▸ What you will do
Among the lines below, return each one that contains the word "overflow".

[Dataset excerpts]
<<<<

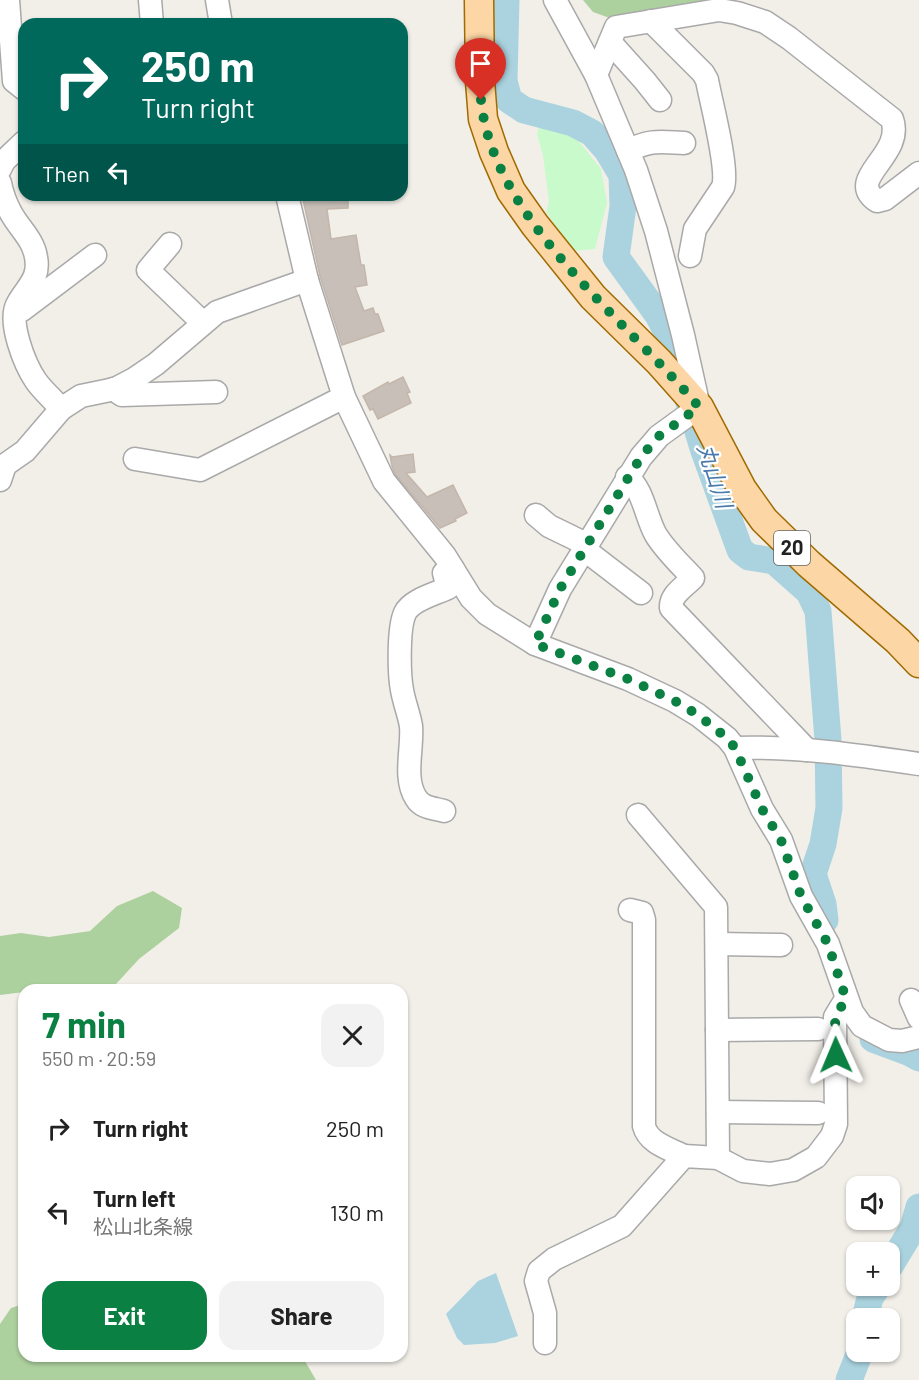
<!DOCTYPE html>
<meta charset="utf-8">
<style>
body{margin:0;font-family:Barlow,"Noto Sans JP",sans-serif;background:#f2f2f2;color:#222;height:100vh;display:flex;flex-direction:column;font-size:22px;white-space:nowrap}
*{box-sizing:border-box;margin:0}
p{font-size:20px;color:#767676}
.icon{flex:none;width:33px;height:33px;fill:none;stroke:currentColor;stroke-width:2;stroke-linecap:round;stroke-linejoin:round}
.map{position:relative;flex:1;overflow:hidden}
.panel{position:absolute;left:18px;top:984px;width:390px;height:378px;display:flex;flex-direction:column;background:#fff;border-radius:18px;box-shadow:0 2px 4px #0004}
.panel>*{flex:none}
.hud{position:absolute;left:18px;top:18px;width:390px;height:183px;border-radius:18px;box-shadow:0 2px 4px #0004;background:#00695c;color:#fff;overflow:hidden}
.tools{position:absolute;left:846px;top:1176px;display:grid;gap:12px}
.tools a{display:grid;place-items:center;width:54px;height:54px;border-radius:12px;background:#fff;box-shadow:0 2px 4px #0004;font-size:30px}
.pin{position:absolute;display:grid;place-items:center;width:51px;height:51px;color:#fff;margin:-62px -26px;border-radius:50% 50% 50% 0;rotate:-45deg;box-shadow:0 0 6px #0007}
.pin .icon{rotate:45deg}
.me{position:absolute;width:66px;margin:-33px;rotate:359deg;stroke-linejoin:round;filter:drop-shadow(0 0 4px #0008)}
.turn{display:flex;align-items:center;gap:21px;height:126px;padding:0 24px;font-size:27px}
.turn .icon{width:78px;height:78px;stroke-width:2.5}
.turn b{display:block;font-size:42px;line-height:51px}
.then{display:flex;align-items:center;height:57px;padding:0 24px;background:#0003;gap:12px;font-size:22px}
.round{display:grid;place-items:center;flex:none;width:63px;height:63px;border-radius:18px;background:#f2f2f2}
.headline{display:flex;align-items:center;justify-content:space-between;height:102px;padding:0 24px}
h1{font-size:36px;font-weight:700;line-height:45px;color:#0b8043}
.primary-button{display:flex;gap:12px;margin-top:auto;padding:12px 24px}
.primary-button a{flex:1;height:69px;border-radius:18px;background:#0b8043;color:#fff;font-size:24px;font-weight:700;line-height:69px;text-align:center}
.primary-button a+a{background:#f2f2f2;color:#222}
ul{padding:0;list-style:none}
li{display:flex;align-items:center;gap:18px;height:84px;padding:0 24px}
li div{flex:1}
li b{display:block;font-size:22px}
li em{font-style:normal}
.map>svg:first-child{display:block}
.forest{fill:#add19e}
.park{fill:#c8facc}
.water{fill:#aad3df}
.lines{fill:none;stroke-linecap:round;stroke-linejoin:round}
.river{stroke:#aad3df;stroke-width:27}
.building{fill:#c7bfb8;stroke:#c4b6ab;stroke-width:1.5}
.minor-casing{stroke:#a9a9a9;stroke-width:25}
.major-casing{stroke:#a06b00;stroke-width:31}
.minor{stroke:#fff;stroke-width:22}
.major{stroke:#fcd6a4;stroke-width:28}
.route{stroke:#0b8043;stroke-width:10;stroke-dasharray:0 18}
.labels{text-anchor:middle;stroke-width:4.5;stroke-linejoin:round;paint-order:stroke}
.shield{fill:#fff;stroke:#646464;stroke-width:1.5}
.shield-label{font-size:20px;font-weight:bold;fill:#222}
.water-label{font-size:22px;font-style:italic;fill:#4a7aab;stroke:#fff}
</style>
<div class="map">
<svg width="919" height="1380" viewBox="0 0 919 1380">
<rect width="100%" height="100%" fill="#f2efe9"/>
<g class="forest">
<polygon points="583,0 707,0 615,20 593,12"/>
<polygon points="153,891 182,908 179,928 139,959 116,984 101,990 24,990 24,992 0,995 0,936 21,933 49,937 90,931 117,906"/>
<path d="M24,1304V1356C61,1356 99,1366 135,1356H302L316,1380H0V1324L11,1308Z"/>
</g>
<polygon class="park" points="542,116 577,139 601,169 607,203 595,249 573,251 546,212 549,202 543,155 537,134"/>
<polygon class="water" points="496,1273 518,1336 495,1343 464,1345 457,1338 446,1314 478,1281"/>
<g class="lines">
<g class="river">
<polyline points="506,0 504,81 509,100 524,110 573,123 592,133 607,150 622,175 623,206 616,257 658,315 668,334 704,451 740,550 749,557 774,561 809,592 818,611 828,740 829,808 823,844 813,874 823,904 825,920"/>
<polyline points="873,1039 908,1052 919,1058"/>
<polyline points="890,1266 913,1228 919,1207"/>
<polyline points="865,1318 870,1298 878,1286"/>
<polyline points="849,1380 860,1352"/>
</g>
</g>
<g class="building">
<polygon points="302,195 348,195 348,208 327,209 331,239 356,235 361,265 364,265 367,285 355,287 364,311 373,308 375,314 378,314 384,331 342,345 320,276"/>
<polygon points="403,377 410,392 407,393 411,403 378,419 373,409 370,410 363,396 388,382 389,384"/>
<polygon points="413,454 415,472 406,473 427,497 453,485 467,513 455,519 456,521 440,528 395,474 392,466 390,455 392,457"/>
</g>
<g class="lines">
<g class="minor-casing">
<g id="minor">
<polyline points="8,0 14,81 24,89"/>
<polyline points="150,0 152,24"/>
<polyline points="217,0 221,24"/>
<path d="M651,21L703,73L707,80C711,102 729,169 723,187L695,229L690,256"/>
<polyline points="610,42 645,81 660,100"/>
<path d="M596,75L616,27L719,10L737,13L765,22L789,38L892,119C905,156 844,178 877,201L885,199L919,173"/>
<path d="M628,151C650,139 661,142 684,143"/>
<polyline points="0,169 4,161 24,142"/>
<path d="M0,183C2,193 6,204 11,213C19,228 33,239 36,257C40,278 28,286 18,303C7,321 25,365 36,381C43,391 53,399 61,409L81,396L115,389L134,379L156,364L217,312L307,280"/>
<polyline points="287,195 307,280 344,397 384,481 445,556 471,598 487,614 535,644 628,679 675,701 698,715 727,738 735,748 762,809 781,840 801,896 828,944 852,1012 862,1026 889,1040 902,1041 919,1037"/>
<polyline points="170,244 148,270 203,323"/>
<polyline points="22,310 95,255"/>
<polyline points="113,389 122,395 216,392"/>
<polyline points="135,459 200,470 344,397"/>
<path d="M627,477C643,488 646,518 656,535C666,551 681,565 693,578C684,587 670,595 671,608L807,750"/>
<polyline points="0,480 5,465 25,451 61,409"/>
<polyline points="536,515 549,526 588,545"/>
<polyline points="585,550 641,593"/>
<polyline points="535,644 560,589 641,457 659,436 699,407 683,335 656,231 636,170 596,75 555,0"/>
<path d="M735,748C797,746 858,755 919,764"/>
<path d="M444,811C433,808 422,808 416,798C403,778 413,748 411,726C409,714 404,702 402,690C399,674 398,628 405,613C411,600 435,594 448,588L444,573L453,569"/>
<polyline points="638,815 716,907 718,1158"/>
<path d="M630,910L642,913L644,920V1126C648,1143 670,1149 684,1156"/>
<polyline points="717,944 781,945"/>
<polyline points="911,1000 919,1018"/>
<polyline points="717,1030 818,1029"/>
<polyline points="718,1112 818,1113"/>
<polyline points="545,1343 545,1313 536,1281 539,1271 554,1259 622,1226 684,1156 718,1158 743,1171 770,1174 793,1170 816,1157 832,1136 836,1124 835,1017 846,999"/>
</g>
</g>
<g class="major-casing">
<polyline id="major" points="479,0 480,81 483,119 494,152 511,191 535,225 593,297 659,362 699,407 742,489 764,520 809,564 898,641 919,663"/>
</g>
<use href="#minor" class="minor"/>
<use href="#major" class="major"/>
</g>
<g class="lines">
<path class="route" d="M481,100C492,219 627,321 699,407L659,436L641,457L560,589L535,644L628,679L675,701L698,715L727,738L735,748L762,809L781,840L801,896L828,944L846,999L835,1017L836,1055"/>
</g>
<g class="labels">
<rect class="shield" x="774" y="531" width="36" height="34" rx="4.5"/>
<g class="shield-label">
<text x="792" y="555">20</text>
</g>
<g class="water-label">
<text transform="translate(715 476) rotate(72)" y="8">丸山川</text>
</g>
</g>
</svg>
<div class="tools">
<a><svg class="icon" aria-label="sound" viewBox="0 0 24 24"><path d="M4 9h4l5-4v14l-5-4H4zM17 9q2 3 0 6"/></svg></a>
<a>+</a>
<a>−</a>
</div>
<div class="pin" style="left:481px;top:100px;background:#d93025"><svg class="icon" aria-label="arrive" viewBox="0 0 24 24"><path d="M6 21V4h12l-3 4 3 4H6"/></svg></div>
<svg class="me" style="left:836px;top:1055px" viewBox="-20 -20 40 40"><path d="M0-17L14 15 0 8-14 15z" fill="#0b8043" stroke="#fff" stroke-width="4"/></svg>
<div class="hud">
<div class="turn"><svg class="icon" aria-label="right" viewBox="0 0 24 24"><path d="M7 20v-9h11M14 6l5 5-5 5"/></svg><div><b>250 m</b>Turn right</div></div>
<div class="then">Then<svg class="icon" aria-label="left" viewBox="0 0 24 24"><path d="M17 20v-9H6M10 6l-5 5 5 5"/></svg></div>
</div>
<section class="panel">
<div class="headline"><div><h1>7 min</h1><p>550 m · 20:59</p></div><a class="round"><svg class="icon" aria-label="close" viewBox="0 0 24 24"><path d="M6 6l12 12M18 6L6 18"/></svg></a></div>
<ul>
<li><svg class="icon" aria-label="right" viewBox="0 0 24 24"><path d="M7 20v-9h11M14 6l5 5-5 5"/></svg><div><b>Turn right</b></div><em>250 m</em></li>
<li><svg class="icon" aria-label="left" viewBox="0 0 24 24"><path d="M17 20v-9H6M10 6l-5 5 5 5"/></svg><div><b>Turn left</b><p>松山北条線</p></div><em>130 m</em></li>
</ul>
<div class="primary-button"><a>Exit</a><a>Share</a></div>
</section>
</div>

>>>>

▸ Output below
.map{position:relative;flex:1;overflow:hidden}
.hud{position:absolute;left:18px;top:18px;width:390px;height:183px;border-radius:18px;box-shadow:0 2px 4px #0004;background:#00695c;color:#fff;overflow:hidden}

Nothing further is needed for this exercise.